I have used a Canon 60Da (i.e. factory Ha modded) since I started in AP about three years ago, and I thought that camera would have a great advantage over a standard 60D. Due to the few nights with clear skies, I have now first doubled and then tripled my effort in collecting data when the sky occasionally clears by adding a 300mm and 135mm telephoto lens side by side of my 5" refractor, and since the 60Da is still rediculously expensive (used) compared to the standard 60D, I felt I could only afford to buy two 60D for the other lenses. To my surprise, I have not found much difference between the 60Da and 60D although I have not felt I could use precious imaging time to make a direct comparison with the same lens and exposure times. Here is the California Nebula with a 60D and my Canon 300 mm f/4 and I feel it is red enough (76 x 3 min at ISO1600). A few days ago I even tried Ha imaging of the Soul Nebula with a 60D under a full moon and snow covered grounds, and I think it also worked out quite well (Canon 300 mm f/4, Astronomik 12 nm Ha clip filter, 38 x 8 min at ISO1600).

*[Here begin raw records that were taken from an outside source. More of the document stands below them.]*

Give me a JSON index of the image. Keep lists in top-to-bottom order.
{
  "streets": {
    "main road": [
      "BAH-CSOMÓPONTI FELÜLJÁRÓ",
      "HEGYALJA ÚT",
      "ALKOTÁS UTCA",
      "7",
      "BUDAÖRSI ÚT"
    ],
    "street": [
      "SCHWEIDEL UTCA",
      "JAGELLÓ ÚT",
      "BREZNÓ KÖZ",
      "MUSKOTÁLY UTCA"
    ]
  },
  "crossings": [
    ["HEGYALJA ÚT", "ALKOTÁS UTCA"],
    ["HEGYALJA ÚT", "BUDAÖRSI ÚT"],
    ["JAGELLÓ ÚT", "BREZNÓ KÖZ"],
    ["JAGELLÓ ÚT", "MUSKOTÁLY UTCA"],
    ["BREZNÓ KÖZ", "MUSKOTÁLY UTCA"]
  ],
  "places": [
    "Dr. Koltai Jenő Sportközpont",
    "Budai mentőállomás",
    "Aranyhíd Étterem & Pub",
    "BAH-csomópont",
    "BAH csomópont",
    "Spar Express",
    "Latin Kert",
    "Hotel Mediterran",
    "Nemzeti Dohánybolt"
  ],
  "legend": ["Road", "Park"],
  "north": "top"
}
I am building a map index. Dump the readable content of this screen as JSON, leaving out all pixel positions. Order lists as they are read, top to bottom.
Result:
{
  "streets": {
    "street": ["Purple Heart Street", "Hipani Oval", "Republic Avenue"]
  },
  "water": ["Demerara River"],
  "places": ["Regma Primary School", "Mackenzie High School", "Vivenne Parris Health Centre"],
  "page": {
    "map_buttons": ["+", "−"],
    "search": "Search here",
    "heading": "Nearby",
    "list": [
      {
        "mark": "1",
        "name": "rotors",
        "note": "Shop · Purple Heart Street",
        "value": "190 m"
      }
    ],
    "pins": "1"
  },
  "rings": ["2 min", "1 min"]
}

So my conclusion is that unmodded is good enough - Ha imaging can be done but you will need more exposures to get the same number of photons. I assume you had a look at the link that Clark gives, showing Ha transmission with different DSLRs:

http://kolarivision.com/articles/internal-cut-filter-transmission/

Apparently it is about 25% for the 60D, but some cameras are close to zero - so check that carefully before you buy a DSLR.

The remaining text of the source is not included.